Let’s say for this example your margin on sales was $3,000 for the year. The next step is to divide your Gross Margin Dollars by your average inventory value. In this example, that’s $3,000/$1,000. Thus your GMROI is 3. This means for every dollar you had in inventory, it returned to you $3.00.
Now here’s the cool part. We just calculated the GMROI for your entire store. What really matters is the GMROI for your departments. When you can measure departments (and even categories) for GMROI, it’s very easy to spot what items you need to convert to cash and not rerorder. The storewide GMROI is like dipping your toe in the water. Department and Category GMROI’s are like jumping in the pool to see what’s really going on. (Note: When I talk about category, this means these are the units that make up the departments. So a department of tools may have categories such as power tools, saw blades, screwdrivers, and so on)
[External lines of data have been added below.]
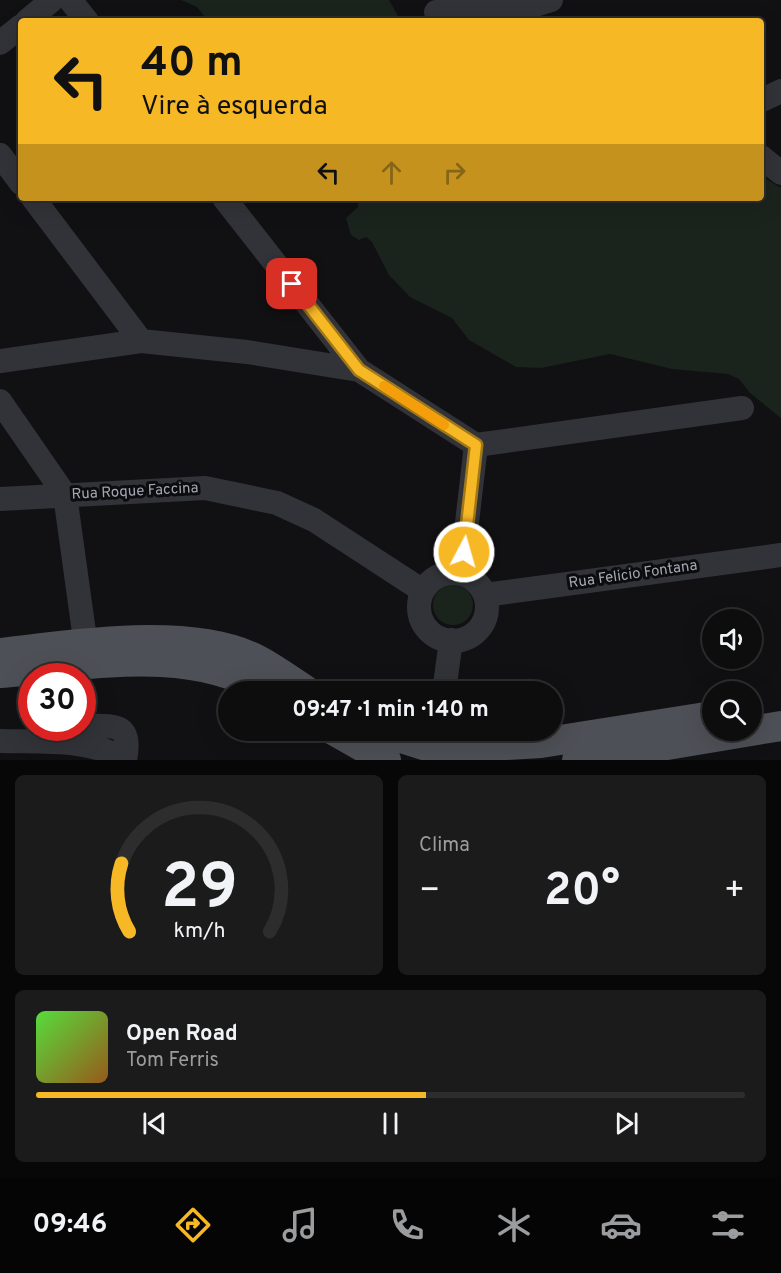 <!DOCTYPE html>
<html lang="pt">
<head>
<meta charset="utf-8">
<style>
  :root { --surface:#0d0d0e; --page:#1b1b1c; --text:#f1f3f6; --muted:#9a9c9e; --line:#2d2d2e; --accent:#f7b825 }
  body { margin:0; font-family:Overpass,sans-serif; background:var(--page); color:var(--text); height:100vh; display:flex; flex-direction:column; font-size:22px; white-space:nowrap }
  * { box-sizing:border-box; margin:0 }
  p { font-size:20px; color:var(--muted) }
  .icon { flex:none; width:33px; height:33px; fill:none; stroke:currentColor; stroke-width:2; stroke-linecap:round; stroke-linejoin:round }
  .map { position:relative; height:760px; overflow:hidden }
  .panel { display:flex; flex-direction:column; gap:15px; padding:15px; background:#070708; flex:1 }
  .panel>* { flex:none }
  .top-card { position:absolute; left:18px; top:18px; width:746px; height:183px; border-radius:6px; box-shadow:0 6px 24px #0002,0 0 0 2px var(--line); background:#f7b825; color:#111; overflow:hidden }
  .controls { position:absolute; left:702px; top:609px; display:grid; gap:12px }
  .controls a { display:grid; place-items:center; width:60px; height:60px; border-radius:50%; background:var(--surface); box-shadow:0 6px 24px #0002,0 0 0 2px var(--line); font-size:30px }
  .speed { position:absolute; left:18px; top:663px; display:flex; gap:12px; font-size:30px; font-weight:700; text-align:center }
  .speed>* { display:grid; place-content:center; width:78px; height:78px; border-radius:50%; background:var(--surface); box-shadow:0 6px 24px #0002,0 0 0 2px var(--line); line-height:1 }
  .speed .limit { border:9px solid #d22; background:#fff; color:#111 }
  .pin { position:absolute; display:grid; place-items:center; width:51px; height:51px; color:#fff; margin:-26px; border-radius:12px; box-shadow:0 3px 9px #0006 }
  .me { position:absolute; width:66px; margin:-33px; rotate:6deg; stroke-linejoin:round; filter:drop-shadow(0 0 4px #0008) }
  .turn { display:flex; align-items:center; gap:21px; height:126px; padding:0 24px; font-size:27px }
  .turn .icon { width:78px; height:78px; stroke-width:2.5 }
  .turn b { display:block; font-size:42px; line-height:51px }
  .lanes { display:flex; align-items:center; height:57px; padding:0 24px; background:#0003; justify-content:center; gap:30px; direction:ltr }
  .lanes .off { opacity:.35 }
  .big { font-size:45px; font-weight:700; line-height:1.1 }
  .panel .card { flex:1; display:flex; flex-direction:column; justify-content:center; gap:9px; min-width:0; padding:0 21px; border-radius:9px; background:var(--page) }
  .panel .dial { align-items:center; gap:0 }
  .dial svg { height:156px; overflow:visible; fill:none; stroke:var(--line); stroke-width:7; stroke-linecap:round; text-anchor:middle }
  .dial text { fill:var(--text); stroke:none }
  .song { display:flex; align-items:center; gap:18px }
  .cover { width:72px; height:72px; border-radius:9px; background:linear-gradient(135deg,hsl(110 70% 55%),hsl(30 70% 35%)) }
  .played { height:6px; border-radius:3px; background:linear-gradient(90deg,var(--accent) 55%,var(--line) 55%) }
  .keys { display:flex; justify-content:space-around; direction:ltr }
  .heat { display:flex; justify-content:space-between; align-items:center; font-size:33px; direction:ltr }
  .panel .tiles { flex:1; display:grid; gap:15px; grid-template-columns:1fr 1fr }
  .card:last-child { grid-column:span 2 }
  .trip { position:absolute; left:218px; top:681px; width:345px; height:60px; border-radius:30px; background:var(--surface); box-shadow:0 6px 24px #0002,0 0 0 2px var(--line); font-weight:700; line-height:60px; text-align:center }
  .dock { display:flex; height:96px; justify-content:space-around; align-items:center; background:#050506; color:var(--muted) }
  .dock .icon { width:42px; height:42px }
  .dock .on { color:var(--accent) }
  .dock b { font-size:27px; color:var(--text) }
  .map>svg:first-child { display:block }
  .green { fill:#1b231d }
  .lines { fill:none; stroke-linecap:round; stroke-linejoin:round }
  .minor { stroke:#323338; stroke-width:24 }
  .major { stroke:#4e5057; stroke-width:30 }
  .route-casing { stroke:#a17818; stroke-width:15 }
  .route { stroke:#f7b825; stroke-width:10 }
  .slow { stroke:#f59e0b; stroke-width:10 }
  .labels { text-anchor:middle; dominant-baseline:central; stroke-width:6; stroke-linejoin:round; paint-order:stroke }
  .street-label { font-size:15px; fill:#a2a7b4; stroke:#0c0c0e }
</style>
</head>
<body>
<div class="map">
<svg width="781" height="760" viewBox="0 0 781 760">
  <rect width="100%" height="100%" fill="#111113"/>
  <path class="green" d="M181,0H389L398,16L397,21H208L197,7Z
    M761,176L781,188V418L750,393L739,379L728,374L672,369L610,354L541,368L516,367L469,340L452,318L410,297L389,275L372,242L366,237L359,240L351,235L346,218L358,207V198H760Z
    M433 605a20 20 0 1 1 40 0a20 20 0 1 1-40 0Z"/>
  <g class="lines">
    <path class="minor" d="M70,0L87,21
      M436,12L535,5L551,0
      M27,21L52,0
      M0,43L21,26
      M760,101L781,91
      M0,155L21,183
      M760,156L781,173
      M33,198L141,341
      M224,198L359,370
      M0,361L141,341L247,352L359,370L476,445L742,408
      M0,401L65,495L88,661
      M0,499L205,488L277,503L314,520L423,591
      M419 607a34 34 0 1 1 68 0a34 34 0 1 1-68 0Z
      M461,574L476,445
      M485,595L781,555
      M444,692L451,640
      M82,726C113,726 133,721 125,760
      M0,741C43,742 87,738 125,759"/>
    <path class="major" d="M0,653C71,645 192,625 258,660C275,669 291,681 308,692
      M0,673C90,666 187,643 268,692
      M333,730L386,760
      M376,730L436,749L541,743L712,716
      M577,760L781,726"/>
  </g>
  <g class="lines">
    <defs>
      <path id="route" d="M292,284L359,370L476,445L464,552"/>
    </defs>
    <use href="#route" class="route-casing"/>
    <use href="#route" class="route"/>
    <path class="slow" d="M384,386L444,425"/>
  </g>
  <g class="labels">
    <g class="street-label">
      <text transform="translate(135 492) rotate(-3)">Rua Roque Faccina</text>
      <text transform="translate(633 575) rotate(-8)">Rua Felicio Fontana</text>
    </g>
  </g>
</svg>
<div class="controls">
<a><svg class="icon" aria-label="sound" viewBox="0 0 24 24"><path d="M4 9h4l5-4v14l-5-4H4zM17 9q2 3 0 6"/></svg></a>
<a><svg class="icon" aria-label="search" viewBox="0 0 24 24"><circle cx="10" cy="10" r="6"/><path d="M15 15l6 6"/></svg></a>
</div>
<div class="speed"><div class="limit">30</div></div>
<div class="pin" style="left:292px;top:284px;background:#d93025"><svg class="icon" aria-label="arrive" viewBox="0 0 24 24"><path d="M6 21V4h12l-3 4 3 4H6"/></svg></div>
<svg class="me" style="left:464px;top:552px" viewBox="-20 -20 40 40"><circle r="17" fill="#f7b825" stroke="#fff" stroke-width="3"/><path d="M0-11L8 9 0 5-8 9z" fill="#fff"/></svg>
<div class="trip">09:47 · 1 min · 140 m</div>
<div class="top-card">
<div class="turn"><svg class="icon" aria-label="left" viewBox="0 0 24 24"><path d="M17 20v-9H6M10 6l-5 5 5 5"/></svg><div><b>40 m</b>Vire à esquerda</div></div>
<div class="lanes"><svg class="icon" aria-label="left" viewBox="0 0 24 24"><path d="M17 20v-9H6M10 6l-5 5 5 5"/></svg><svg class="icon off" aria-label="ahead" viewBox="0 0 24 24"><path d="M12 20V5M6 11l6-6 6 6"/></svg><svg class="icon off" aria-label="right" viewBox="0 0 24 24"><path d="M7 20v-9h11M14 6l5 5-5 5"/></svg></div>
</div>
</div>
<section class="panel">
<div class="tiles">
<div class="card dial"><svg viewBox="0 0 100 80">
<path d="M14 69A42 42 0 1 1 86 69"/>
<path d="M14 69A42 42 0 0 1 10 34" stroke="#f7b825"/>
<text x="50" y="56" font-size="32" font-weight="700">29</text>
<text x="50" y="72" font-size="11">km/h</text>
</svg></div>
<div class="card"><p>Clima</p>
<div class="heat"><a>−</a><b class="big">20°</b><a>+</a></div>
</div>
<div class="card">
<div class="song"><i class="cover"></i><div><b>Open Road</b><p>Tom Ferris</p></div></div>
<div class="played"></div>
<div class="keys"><svg class="icon" aria-label="previous" viewBox="0 0 24 24"><path d="M18 5L8 12l10 7zM5 5v14"/></svg><svg class="icon" aria-label="pause" viewBox="0 0 24 24"><path d="M8 5v14M16 5v14"/></svg><svg class="icon" aria-label="next" viewBox="0 0 24 24"><path d="M6 5l10 7-10 7zM19 5v14"/></svg></div>
</div>
</div>
</section>
<nav class="dock">
<b>09:46</b>
<svg class="icon on" aria-label="directions" viewBox="0 0 24 24"><path d="M12 3l9 9-9 9-9-9zM9 14v-3h6M13 9l2 2-2 2"/></svg>
<svg class="icon" aria-label="music" viewBox="0 0 24 24"><path d="M9 18V5l10-2v13"/><circle cx="6" cy="18" r="3"/><circle cx="16" cy="16" r="3"/></svg>
<svg class="icon" aria-label="phone" viewBox="0 0 24 24"><path d="M5 4h4l2 5-3 2q2 4 5 5l2-3 5 2v4C11 20 4 13 5 4z"/></svg>
<svg class="icon" aria-label="climate" viewBox="0 0 24 24"><path d="M12 3v18M4 7l16 10M4 17L20 7"/></svg>
<svg class="icon" aria-label="car" viewBox="0 0 24 24"><path d="M5 17H2v-5l4-1 3-4h7l3 4 3 1v5h-3M9 17h6M6 11h13"/><circle cx="7" cy="17" r="2"/><circle cx="17" cy="17" r="2"/></svg>
<svg class="icon" aria-label="filters" viewBox="0 0 24 24"><path d="M4 7h16M4 17h16"/><circle cx="9" cy="7" r="2"/><circle cx="15" cy="17" r="2"/></svg>
</nav>
</body>
</html>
Assuming you keep good records on your inventory you will find this to be handy. You will find departments that stick out like a giant, glowing and pulsating red dot in a sea of white – it will be that obvious. What’s more, when you compare year end results from one year to the next, you can easily see where you are or are not making progress.
Here are some important considerations you must know while working on this. First, if your business has seasonality to it, it’s difficult to measure GMROI on a moving average because seasonal sales or lack of them can skew your GMROI dramatically. You can’t make good data-driven decisions on skewed information. Thus, stick to doing a yearly one unless you’re super talented at statistics. Second, as you’re figuring your GMROI, your results are totally dependent on your data. If you have inaccurate numbers on inventory and margins, you cannot make a good business decision on GMROI. Your numbers must be accurate – period!
Now you know how to decide how to reduce or eliminate parts of your inventory. Yet, has it occurred to you how to get your GMROI higher? After all, when you get your GMROI higher and higher you have a great business that’s very marketable to interested buyers.
When you consider the formula, which is gross profit dollars and average inventory, then there are two things you can do to drastically improve your GMROI. We already know that lowering your average inventory is one of the keys. What about the gross profit dollars? If we can increase our margins we can also increase our GMROI. If we do both, it’s like we have a double-barrel retail shotgun! Although this article isn’t about increasing your margins, I will say take a close look at your variable pricing and see where you can get higher pricing. Also check if your pricing is too high on items that should obviously be modified. (ie. Do comparison shopping) Generally, the less that an item is a commodity, the more you can raise the price, within reason.
There is much more I would like to tell you about GMROI because it’s so important. I urge you to research and understand as much as you can about it.
Lastly, I promised you a valuable marketing tip and it is this. Advertising can be expensive and is often ineffective. Expensive does NOT equate to effective. In fact, I would argue the opposite is true. I would also argue that if it was expensive yet very effective, then it was actually inexpensive. That said, ask yourself what you can do to bring in customers that’s effective. Focus on effectiveness first. Ask others what they do that works. Hit me up for ideas too. How can you use the options you have and make them more effective (and inexpensive)? What options are you not using that are right under your nose? In future articles, I’ll offer you ideas I’m betting you’ve never used. See what you can come up with while you work diligently on your GMROI to get more money out of your inventory.